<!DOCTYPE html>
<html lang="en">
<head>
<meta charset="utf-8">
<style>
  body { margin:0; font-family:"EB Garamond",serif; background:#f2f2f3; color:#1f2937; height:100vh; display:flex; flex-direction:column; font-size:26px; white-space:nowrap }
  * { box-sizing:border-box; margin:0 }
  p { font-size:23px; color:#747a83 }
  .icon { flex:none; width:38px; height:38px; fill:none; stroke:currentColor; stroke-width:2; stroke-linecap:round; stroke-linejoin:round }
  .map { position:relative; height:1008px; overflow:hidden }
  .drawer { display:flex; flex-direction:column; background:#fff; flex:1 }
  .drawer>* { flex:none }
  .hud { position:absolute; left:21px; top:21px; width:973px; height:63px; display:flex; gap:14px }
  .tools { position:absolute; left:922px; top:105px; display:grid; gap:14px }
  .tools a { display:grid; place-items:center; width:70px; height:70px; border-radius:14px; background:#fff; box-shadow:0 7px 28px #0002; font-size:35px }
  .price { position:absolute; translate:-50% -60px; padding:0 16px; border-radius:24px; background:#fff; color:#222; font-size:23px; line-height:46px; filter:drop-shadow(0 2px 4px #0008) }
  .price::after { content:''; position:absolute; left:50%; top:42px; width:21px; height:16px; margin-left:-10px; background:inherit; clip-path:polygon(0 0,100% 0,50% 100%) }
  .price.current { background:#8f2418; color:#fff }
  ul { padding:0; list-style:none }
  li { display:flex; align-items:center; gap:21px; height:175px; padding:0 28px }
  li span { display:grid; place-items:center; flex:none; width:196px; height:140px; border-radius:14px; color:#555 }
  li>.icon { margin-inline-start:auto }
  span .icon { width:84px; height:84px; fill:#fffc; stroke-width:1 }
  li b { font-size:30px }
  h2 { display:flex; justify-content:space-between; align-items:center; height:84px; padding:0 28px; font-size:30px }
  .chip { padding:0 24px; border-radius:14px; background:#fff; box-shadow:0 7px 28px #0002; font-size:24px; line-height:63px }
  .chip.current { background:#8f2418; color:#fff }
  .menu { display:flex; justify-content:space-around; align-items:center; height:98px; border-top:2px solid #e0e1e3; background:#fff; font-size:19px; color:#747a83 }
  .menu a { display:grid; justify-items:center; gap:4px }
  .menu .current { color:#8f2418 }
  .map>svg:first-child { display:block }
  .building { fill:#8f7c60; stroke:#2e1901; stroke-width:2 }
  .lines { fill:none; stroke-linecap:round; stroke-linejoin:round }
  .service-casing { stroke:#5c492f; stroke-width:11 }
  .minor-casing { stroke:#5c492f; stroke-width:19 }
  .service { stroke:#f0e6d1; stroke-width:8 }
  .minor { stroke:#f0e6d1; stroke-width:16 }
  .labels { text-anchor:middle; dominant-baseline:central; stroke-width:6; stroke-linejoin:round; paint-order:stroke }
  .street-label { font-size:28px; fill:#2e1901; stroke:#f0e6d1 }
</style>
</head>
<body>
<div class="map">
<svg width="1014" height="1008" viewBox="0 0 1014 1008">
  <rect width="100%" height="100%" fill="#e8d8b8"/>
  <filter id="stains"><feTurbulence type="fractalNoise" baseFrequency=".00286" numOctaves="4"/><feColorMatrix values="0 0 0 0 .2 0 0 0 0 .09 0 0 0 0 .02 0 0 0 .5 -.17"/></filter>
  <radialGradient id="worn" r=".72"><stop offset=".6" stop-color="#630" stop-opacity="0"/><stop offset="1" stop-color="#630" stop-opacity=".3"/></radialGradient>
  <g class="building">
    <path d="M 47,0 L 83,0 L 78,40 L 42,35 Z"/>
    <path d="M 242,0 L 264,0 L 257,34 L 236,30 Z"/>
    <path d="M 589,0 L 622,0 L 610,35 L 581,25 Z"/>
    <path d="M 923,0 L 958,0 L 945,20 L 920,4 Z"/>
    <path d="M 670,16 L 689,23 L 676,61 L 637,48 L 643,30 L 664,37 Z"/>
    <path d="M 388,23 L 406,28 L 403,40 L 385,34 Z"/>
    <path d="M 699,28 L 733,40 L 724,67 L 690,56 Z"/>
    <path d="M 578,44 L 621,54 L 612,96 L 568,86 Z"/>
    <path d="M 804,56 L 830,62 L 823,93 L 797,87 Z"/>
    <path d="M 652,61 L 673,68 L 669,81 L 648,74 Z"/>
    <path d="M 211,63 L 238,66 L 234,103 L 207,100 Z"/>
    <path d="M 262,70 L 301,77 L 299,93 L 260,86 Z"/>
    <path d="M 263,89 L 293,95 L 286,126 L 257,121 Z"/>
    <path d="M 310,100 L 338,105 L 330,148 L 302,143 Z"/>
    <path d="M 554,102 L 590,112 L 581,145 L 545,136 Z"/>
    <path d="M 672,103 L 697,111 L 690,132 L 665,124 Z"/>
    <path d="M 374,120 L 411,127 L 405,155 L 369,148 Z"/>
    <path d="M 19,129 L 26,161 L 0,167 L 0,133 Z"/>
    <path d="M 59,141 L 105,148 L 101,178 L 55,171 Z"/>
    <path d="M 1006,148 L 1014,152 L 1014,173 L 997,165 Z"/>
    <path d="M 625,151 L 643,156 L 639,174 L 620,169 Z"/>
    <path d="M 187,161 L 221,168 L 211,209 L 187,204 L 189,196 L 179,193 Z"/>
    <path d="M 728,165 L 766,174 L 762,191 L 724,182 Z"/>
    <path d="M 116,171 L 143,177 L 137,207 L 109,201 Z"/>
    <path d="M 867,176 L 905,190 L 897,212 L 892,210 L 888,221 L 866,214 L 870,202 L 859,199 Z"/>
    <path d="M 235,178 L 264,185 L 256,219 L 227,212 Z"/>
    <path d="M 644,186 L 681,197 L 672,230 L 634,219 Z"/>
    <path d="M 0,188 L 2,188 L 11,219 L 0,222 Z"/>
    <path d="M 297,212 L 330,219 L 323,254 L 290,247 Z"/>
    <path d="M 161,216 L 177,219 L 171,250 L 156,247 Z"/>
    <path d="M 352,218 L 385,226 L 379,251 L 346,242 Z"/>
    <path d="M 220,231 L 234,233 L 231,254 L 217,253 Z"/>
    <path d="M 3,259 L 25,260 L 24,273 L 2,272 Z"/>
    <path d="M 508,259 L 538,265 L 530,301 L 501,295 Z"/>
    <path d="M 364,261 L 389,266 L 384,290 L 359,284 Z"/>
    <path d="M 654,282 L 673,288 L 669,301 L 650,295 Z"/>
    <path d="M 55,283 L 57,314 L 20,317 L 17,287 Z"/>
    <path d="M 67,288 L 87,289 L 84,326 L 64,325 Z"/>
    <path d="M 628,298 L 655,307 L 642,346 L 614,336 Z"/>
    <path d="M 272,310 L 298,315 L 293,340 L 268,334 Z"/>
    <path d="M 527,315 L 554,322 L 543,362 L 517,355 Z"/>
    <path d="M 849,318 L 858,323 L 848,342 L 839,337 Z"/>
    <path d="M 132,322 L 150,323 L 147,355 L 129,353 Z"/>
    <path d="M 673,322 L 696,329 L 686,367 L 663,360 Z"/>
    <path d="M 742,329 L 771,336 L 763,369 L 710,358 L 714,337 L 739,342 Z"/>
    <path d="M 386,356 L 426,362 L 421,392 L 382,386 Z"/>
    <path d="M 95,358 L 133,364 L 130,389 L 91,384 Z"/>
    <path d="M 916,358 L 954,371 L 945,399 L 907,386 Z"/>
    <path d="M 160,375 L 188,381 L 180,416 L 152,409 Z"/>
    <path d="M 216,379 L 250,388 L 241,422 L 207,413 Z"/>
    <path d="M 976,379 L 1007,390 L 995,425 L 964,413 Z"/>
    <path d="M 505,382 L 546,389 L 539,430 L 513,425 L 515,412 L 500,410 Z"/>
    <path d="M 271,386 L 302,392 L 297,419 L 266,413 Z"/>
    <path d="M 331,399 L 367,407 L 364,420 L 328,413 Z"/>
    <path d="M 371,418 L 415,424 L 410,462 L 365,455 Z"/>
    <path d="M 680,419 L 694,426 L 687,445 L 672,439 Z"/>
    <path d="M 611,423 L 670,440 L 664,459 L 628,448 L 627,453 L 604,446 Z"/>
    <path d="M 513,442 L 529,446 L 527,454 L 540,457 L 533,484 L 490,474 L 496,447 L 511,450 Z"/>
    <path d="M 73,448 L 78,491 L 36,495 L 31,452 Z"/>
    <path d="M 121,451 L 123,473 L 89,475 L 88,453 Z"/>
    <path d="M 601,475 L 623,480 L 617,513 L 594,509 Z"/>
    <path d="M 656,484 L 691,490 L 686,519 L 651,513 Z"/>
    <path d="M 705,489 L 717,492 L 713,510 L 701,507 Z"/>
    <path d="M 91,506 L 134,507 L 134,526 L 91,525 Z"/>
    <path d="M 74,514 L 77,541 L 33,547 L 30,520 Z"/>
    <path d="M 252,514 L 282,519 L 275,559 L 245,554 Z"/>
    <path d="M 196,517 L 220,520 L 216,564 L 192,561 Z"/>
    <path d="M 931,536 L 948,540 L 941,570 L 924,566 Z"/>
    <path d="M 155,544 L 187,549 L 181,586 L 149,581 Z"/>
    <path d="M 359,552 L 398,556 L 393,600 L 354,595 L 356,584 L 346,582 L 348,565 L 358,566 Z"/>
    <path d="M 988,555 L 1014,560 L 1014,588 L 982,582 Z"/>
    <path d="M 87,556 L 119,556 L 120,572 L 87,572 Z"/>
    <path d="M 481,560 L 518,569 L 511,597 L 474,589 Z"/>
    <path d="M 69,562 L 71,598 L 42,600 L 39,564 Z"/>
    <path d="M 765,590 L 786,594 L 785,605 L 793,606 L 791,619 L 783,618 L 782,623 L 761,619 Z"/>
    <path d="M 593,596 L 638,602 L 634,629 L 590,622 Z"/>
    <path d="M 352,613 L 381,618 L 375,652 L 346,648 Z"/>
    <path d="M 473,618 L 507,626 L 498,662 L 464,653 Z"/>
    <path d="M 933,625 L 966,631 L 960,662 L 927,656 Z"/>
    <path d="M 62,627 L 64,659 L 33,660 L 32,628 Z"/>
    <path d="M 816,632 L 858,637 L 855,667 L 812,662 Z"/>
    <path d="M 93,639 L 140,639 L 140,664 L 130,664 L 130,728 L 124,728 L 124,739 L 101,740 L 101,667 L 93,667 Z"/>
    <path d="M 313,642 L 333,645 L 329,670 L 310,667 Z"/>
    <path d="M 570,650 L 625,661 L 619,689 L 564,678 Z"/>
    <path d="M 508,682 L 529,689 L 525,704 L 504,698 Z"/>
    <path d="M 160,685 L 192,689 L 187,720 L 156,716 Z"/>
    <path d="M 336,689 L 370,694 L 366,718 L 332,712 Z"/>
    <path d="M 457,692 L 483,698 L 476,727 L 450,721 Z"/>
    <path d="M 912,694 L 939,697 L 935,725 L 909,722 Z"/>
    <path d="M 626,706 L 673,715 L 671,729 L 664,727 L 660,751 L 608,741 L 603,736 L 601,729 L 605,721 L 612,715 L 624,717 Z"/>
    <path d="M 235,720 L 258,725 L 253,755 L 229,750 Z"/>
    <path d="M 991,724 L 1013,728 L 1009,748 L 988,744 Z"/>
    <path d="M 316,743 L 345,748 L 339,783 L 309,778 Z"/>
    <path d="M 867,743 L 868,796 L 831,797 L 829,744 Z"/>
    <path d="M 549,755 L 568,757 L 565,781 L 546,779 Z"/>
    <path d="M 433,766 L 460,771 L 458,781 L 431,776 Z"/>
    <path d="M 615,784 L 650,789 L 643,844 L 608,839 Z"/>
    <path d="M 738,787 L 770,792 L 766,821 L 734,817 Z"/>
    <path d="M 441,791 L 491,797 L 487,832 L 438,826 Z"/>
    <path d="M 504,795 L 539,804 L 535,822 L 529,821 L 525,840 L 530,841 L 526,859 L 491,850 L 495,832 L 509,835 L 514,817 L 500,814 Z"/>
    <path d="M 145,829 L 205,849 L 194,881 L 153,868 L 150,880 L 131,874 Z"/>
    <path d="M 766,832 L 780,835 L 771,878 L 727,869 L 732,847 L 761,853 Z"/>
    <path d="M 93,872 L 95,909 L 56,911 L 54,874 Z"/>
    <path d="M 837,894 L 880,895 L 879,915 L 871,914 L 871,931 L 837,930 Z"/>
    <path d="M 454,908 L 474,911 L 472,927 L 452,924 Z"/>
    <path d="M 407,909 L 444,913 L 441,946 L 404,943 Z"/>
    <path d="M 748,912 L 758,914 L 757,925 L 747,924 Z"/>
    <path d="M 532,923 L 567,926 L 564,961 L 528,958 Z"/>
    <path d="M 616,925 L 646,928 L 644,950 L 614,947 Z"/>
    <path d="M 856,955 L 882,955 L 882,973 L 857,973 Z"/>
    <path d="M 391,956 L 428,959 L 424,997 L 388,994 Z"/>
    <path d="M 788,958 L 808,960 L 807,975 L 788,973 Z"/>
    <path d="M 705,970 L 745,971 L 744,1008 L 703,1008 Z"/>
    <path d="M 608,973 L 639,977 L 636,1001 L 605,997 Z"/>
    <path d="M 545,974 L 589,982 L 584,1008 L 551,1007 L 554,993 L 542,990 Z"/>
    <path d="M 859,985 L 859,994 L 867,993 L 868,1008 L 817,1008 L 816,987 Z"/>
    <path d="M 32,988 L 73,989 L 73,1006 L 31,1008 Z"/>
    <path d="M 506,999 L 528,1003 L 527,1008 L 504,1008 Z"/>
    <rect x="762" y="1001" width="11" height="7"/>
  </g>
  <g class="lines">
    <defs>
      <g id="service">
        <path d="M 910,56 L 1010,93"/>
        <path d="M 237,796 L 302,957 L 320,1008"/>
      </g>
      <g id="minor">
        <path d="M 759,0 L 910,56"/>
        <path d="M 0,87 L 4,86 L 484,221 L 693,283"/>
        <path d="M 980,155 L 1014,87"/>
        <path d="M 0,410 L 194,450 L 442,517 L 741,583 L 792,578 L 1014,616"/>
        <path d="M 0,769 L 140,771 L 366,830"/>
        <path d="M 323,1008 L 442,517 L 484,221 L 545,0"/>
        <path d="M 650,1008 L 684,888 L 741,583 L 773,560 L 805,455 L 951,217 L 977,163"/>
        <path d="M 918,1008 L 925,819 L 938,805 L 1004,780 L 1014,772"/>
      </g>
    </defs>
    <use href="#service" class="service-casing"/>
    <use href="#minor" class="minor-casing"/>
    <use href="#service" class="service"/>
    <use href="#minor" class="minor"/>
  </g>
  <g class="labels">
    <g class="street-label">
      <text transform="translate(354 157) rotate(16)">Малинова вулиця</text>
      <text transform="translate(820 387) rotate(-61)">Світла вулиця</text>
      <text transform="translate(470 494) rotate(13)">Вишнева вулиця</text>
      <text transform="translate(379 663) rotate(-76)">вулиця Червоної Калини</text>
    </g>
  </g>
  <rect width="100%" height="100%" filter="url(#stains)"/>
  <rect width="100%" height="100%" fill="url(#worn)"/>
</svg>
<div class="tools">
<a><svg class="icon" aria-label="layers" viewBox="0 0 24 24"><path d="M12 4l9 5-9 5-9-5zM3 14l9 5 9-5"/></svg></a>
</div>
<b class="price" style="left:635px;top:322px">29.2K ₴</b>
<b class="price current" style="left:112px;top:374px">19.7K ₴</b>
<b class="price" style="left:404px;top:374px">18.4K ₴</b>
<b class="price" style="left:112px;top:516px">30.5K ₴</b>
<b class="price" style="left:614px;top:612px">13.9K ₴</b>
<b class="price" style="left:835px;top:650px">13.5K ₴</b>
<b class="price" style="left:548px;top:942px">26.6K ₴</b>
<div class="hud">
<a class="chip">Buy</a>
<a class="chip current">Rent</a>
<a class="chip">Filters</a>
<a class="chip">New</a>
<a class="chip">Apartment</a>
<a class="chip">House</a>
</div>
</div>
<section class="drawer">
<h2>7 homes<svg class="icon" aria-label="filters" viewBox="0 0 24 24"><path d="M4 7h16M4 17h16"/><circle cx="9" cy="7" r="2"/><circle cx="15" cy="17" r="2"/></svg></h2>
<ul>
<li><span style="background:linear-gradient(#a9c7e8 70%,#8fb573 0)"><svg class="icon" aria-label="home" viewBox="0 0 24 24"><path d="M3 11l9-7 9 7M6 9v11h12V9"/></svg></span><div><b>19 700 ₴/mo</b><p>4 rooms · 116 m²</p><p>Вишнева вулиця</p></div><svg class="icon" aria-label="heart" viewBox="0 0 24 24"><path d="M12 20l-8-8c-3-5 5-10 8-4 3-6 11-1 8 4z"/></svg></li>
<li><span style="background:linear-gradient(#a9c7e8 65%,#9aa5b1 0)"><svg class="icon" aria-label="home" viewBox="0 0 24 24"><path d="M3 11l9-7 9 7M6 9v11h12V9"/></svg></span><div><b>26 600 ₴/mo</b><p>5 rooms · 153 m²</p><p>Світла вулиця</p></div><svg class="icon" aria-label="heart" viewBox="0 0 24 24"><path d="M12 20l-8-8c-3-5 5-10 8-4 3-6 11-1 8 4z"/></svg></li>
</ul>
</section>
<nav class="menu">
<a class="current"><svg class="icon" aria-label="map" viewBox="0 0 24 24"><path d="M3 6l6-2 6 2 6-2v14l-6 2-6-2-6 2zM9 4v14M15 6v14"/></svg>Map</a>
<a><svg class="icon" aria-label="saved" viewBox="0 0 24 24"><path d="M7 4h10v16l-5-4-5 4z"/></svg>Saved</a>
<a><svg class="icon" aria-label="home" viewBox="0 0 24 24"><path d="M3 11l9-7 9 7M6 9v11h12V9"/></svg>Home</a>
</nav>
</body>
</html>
+++
| Task to carry out |
Give the count of lines in the listing that hold the word "chip", and nothing else.

| Result of the task |
8